Monday, May 19, 2008

Russia, bread, & our house

You get three topics for the price of one blog today. Only because if I keep putting off blogs to keep them a separate topic, I'll forget. First up, an interesting byproduct of the "green" movement: a local bakery has had to close. Too many farmers growing corn for ethanol now instead of the rye for flour. If you don't feel like reading the article, basically the owner would have had to raise his price on some loaves to $10 a loaf between the high cost of flour and cost of gas. Sad, really. We try to support all the local businesses that we can, and I hate to see them go out of business.


Second, an interesting article about Putin's Russia came across my radar from a friend in Colorado. The essence I got from it was, the government will continue to be corrupt (and the classes continue to grow farther apart) as long as the people stand for it. What many don't understand about Russians is that they stay as far away from government as they can. They are so introverted. A great illustration about this came at a local museum we visited in Ekaterinburg. All of the museum displays were symbolic of a Russian's life throughout history. At one part, we entered an area where there was a door that was closed and locked. No way through, we'd have to turn around. "Ah," said Ilyana, "it looks closed. But Russians have a way around this." And then she opened a little door within the door. And that led to more doors. But these doors also swung backwards or forwards, or you could push part of them aside like a maze, to get through the solid-looking doors. As Ilyana said, "although under communism it appeared that things were at a dead end with only one way to go, a true Russian will always find a way around it."


So it doesn't matter if the government is corrupt; it doesn't matter out in Siberia, at least, if the economy is up or down. Russians make do as they have for decades, no matter what is happening in Moscow. The government can do what it likes, make whatever laws they like; out in the country where the real people live, they have their own customs and ways around things. I can't see the Russians rising up in indignation; where we were, at least, they were quite aware that the government was a failure but as long as it didn't affect them personally (many still affected by the purges of Stalin) they didn't complain.


And now, for our house. By our scale Charlie's 15 pounds; we'll get the true numbers tomorrow. So Doug finally brought the crib out of storage and set it up Sunday night. Of course, he doesn't want Charlie actually sleeping in it; that would mean he's growing up. So he will take naps during the day in it, at least through this weekend when we're camping.




And the outside of our house is finally the way I want it. Flowers were planted in the front as the weatherman says it's 40s or higher from here on out at night. Isn't it wonderful? Although I guess you can't really see the flowers yet. So admire the new light and mailbox, and the burning bush has been moved to a better location, and the railing on the deck is much more attractive than it was.

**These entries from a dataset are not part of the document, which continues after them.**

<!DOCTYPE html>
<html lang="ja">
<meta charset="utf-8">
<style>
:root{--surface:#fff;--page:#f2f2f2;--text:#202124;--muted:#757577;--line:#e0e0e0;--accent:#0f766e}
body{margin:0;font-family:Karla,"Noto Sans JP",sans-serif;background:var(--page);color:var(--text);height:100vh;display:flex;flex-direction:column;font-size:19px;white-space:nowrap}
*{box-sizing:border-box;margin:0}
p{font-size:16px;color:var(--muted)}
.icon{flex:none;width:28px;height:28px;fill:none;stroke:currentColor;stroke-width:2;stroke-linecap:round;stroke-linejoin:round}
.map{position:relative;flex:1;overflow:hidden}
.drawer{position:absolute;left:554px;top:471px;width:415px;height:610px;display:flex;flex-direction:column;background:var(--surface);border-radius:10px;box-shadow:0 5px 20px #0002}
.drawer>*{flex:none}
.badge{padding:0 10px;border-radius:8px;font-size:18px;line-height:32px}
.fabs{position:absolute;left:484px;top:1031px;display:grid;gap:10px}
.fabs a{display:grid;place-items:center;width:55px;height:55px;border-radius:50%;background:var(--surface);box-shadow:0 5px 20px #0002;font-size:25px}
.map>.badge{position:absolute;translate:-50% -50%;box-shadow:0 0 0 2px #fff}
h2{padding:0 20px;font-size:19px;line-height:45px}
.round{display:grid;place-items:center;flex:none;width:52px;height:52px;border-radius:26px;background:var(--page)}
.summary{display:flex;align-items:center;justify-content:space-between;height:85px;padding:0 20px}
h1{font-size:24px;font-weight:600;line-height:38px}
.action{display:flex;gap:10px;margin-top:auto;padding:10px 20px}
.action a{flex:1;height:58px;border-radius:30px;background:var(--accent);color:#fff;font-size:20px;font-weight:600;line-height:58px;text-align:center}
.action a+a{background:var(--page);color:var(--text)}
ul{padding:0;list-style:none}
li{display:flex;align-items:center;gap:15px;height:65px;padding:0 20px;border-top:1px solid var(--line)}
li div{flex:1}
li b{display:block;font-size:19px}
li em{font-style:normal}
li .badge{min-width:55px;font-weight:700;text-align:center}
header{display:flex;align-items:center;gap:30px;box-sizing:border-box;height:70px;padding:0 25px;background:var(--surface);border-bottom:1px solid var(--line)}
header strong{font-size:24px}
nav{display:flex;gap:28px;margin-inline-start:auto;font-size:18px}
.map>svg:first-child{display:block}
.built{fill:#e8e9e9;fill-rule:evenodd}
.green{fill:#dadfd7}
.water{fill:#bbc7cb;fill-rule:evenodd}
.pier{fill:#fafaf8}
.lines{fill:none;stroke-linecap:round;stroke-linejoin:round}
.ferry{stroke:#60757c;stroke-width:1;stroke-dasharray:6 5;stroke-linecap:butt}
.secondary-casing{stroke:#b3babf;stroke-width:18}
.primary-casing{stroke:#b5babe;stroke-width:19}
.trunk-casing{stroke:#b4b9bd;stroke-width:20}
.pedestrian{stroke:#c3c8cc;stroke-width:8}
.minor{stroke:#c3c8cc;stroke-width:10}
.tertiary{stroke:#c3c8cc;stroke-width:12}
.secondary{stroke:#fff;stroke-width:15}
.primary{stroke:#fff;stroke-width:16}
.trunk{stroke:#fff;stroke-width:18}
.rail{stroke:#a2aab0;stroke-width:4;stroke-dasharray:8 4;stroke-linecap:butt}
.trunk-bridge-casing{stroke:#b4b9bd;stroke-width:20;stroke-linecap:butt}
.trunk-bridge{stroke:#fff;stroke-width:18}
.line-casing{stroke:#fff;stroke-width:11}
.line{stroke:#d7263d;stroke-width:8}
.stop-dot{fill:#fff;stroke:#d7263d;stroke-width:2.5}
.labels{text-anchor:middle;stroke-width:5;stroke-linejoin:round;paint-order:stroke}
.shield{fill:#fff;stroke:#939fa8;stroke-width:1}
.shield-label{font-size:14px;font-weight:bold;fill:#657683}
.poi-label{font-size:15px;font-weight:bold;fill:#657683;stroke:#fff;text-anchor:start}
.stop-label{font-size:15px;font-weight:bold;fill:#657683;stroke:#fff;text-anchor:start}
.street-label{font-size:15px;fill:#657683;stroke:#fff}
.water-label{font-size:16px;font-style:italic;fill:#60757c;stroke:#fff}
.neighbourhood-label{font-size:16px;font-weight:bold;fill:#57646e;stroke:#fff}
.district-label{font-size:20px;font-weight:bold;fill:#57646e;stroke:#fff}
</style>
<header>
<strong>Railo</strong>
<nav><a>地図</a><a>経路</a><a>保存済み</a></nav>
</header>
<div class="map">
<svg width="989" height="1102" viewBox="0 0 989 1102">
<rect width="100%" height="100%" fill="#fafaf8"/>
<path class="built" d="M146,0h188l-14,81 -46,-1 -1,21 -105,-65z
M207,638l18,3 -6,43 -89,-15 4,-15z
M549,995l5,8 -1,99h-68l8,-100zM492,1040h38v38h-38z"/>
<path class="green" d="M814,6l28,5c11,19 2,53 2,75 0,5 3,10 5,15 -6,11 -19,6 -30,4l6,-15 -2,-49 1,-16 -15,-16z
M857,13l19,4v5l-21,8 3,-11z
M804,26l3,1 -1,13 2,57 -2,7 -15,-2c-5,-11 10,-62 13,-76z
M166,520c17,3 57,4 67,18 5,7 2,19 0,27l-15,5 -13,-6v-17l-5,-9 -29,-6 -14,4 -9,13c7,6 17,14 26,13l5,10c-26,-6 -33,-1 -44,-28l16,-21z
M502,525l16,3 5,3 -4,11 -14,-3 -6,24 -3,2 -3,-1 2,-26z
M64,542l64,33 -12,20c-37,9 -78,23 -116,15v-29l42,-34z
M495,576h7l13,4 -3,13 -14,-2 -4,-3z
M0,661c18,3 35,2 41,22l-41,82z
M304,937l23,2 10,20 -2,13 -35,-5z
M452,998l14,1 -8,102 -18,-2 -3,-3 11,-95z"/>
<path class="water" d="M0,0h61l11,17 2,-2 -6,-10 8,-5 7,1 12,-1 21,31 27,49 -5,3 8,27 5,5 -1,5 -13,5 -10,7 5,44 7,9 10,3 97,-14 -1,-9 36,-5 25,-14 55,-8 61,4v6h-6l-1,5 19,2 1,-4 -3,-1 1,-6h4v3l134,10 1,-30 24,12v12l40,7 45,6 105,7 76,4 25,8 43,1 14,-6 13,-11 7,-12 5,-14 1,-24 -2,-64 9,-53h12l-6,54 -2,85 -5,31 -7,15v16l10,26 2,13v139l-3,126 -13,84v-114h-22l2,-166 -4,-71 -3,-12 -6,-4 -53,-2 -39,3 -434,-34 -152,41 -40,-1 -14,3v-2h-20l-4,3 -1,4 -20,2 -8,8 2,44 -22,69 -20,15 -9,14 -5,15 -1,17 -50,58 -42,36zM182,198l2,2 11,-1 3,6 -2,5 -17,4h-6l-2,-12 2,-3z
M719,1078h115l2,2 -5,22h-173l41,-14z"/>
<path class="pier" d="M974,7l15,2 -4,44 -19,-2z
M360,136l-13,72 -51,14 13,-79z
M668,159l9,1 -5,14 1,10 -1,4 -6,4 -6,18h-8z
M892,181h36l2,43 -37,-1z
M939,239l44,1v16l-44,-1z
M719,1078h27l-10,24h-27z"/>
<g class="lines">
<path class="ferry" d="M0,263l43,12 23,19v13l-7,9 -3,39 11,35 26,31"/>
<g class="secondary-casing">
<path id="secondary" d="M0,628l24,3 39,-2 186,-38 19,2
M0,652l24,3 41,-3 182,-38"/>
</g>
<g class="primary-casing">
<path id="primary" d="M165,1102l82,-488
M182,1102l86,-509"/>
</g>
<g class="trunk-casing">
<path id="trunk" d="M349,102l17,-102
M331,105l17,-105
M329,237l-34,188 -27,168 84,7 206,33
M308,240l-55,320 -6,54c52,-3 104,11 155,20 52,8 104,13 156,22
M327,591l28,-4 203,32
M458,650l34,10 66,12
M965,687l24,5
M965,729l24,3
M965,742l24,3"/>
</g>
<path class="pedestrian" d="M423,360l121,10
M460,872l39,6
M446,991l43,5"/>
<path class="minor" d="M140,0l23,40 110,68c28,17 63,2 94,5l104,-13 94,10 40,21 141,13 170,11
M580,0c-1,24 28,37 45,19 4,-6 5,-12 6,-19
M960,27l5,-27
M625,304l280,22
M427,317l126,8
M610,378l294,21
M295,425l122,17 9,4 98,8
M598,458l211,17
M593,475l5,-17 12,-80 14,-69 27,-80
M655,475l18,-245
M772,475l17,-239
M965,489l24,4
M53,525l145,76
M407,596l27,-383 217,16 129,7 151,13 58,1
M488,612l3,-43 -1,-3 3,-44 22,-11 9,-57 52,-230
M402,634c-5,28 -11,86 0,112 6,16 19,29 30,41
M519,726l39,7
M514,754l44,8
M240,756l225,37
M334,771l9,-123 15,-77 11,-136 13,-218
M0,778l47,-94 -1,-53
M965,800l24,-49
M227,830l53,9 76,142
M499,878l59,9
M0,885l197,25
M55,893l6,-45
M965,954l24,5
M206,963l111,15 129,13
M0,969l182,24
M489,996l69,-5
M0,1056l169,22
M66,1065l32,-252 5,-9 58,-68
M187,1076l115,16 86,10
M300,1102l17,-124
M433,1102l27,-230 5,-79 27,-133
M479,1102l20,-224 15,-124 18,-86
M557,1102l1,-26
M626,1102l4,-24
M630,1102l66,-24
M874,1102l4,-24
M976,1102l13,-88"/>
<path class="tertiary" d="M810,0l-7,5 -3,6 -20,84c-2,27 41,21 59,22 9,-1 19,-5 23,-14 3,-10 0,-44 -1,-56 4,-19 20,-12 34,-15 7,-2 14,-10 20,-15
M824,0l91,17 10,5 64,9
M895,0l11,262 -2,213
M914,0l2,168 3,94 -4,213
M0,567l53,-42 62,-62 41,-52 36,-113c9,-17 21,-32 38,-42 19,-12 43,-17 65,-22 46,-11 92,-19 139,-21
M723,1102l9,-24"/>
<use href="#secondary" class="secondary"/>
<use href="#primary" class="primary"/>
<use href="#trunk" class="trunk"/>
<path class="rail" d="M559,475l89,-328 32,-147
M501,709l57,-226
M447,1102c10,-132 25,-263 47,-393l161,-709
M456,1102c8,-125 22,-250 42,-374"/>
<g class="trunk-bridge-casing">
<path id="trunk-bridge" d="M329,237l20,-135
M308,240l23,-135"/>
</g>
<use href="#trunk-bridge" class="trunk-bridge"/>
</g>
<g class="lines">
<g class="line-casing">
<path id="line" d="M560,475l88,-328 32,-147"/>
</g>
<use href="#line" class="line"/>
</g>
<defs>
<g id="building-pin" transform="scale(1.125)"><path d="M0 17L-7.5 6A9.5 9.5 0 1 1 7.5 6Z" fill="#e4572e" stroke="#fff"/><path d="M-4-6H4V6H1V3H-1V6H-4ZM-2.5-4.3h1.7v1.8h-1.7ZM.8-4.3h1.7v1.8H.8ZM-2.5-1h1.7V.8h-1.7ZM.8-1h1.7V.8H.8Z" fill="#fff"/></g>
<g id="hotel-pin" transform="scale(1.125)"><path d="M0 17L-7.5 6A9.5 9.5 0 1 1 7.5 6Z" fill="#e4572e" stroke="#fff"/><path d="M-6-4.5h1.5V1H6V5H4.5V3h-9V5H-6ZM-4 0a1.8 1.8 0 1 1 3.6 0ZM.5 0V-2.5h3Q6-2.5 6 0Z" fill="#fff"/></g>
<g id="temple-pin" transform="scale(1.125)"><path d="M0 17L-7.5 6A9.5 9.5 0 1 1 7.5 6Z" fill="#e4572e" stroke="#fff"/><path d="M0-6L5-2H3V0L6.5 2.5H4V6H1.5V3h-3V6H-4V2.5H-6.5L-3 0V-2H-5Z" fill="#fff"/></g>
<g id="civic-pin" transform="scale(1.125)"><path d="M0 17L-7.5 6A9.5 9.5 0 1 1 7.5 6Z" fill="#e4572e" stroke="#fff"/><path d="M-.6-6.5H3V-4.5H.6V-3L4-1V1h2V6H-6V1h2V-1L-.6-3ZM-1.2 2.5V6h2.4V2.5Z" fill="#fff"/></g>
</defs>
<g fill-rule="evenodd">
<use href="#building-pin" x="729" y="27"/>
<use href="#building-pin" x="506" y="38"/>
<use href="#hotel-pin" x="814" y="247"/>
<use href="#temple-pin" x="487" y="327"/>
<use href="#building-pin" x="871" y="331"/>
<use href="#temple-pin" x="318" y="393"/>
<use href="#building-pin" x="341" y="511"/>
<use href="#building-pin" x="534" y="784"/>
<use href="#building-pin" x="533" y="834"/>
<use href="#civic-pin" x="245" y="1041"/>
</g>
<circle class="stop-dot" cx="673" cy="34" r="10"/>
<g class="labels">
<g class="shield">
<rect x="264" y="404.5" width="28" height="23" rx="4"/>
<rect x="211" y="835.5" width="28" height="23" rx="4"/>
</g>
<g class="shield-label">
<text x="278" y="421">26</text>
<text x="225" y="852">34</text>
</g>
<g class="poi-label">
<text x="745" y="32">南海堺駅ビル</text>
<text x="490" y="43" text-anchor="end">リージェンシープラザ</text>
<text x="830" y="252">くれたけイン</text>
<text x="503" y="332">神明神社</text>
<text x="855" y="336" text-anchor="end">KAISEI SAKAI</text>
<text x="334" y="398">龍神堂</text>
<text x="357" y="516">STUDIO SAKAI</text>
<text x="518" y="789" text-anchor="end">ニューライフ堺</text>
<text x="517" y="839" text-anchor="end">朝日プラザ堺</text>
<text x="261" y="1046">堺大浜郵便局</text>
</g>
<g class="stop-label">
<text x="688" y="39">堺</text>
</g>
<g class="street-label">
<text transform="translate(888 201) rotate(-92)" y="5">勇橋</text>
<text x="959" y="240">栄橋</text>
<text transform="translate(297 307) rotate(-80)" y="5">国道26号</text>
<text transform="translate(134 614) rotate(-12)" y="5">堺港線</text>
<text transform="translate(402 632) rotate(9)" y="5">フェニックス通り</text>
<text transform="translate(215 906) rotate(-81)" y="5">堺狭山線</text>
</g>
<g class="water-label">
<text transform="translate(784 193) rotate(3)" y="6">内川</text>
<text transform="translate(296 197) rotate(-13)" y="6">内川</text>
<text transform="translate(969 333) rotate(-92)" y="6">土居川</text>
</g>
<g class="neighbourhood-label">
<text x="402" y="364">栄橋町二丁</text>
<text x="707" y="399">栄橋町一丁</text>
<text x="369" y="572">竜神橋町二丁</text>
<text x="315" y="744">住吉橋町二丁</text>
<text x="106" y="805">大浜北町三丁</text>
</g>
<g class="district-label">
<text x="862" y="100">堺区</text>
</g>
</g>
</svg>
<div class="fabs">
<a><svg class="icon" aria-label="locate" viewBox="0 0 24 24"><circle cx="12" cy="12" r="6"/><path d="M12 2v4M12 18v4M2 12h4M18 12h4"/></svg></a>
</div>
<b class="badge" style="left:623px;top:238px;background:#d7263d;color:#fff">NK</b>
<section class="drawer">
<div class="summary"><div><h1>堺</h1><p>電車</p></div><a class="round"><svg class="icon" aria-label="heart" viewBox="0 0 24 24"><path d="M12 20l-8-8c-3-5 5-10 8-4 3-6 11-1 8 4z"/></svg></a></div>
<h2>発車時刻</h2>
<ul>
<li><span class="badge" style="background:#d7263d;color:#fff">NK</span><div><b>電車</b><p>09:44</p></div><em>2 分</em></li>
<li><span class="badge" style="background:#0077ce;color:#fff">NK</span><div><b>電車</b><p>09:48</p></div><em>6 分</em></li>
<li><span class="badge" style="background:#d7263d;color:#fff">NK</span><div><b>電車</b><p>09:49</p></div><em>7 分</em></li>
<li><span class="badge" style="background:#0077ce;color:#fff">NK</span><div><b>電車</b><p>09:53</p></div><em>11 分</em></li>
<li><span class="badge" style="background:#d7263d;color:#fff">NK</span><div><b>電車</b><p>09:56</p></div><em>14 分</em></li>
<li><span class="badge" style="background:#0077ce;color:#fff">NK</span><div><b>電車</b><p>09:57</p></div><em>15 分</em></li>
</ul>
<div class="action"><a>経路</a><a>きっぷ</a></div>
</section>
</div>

And lastly, I did some planting of my own today. Some leftover soil, and we had bought some of those "sprinkle seeds" of North American wildflowers. Thought it'd be fun to do with Roman. Well, he's afraid of bees and didn't want to come outside in the first place, and when he did he refused to touch the soil. Or the plants. So you can see who helped me!



Hopefully the wildflowers come up. Roman has 3 sunflower seeds that are starting to grow, so I had to repot them as well.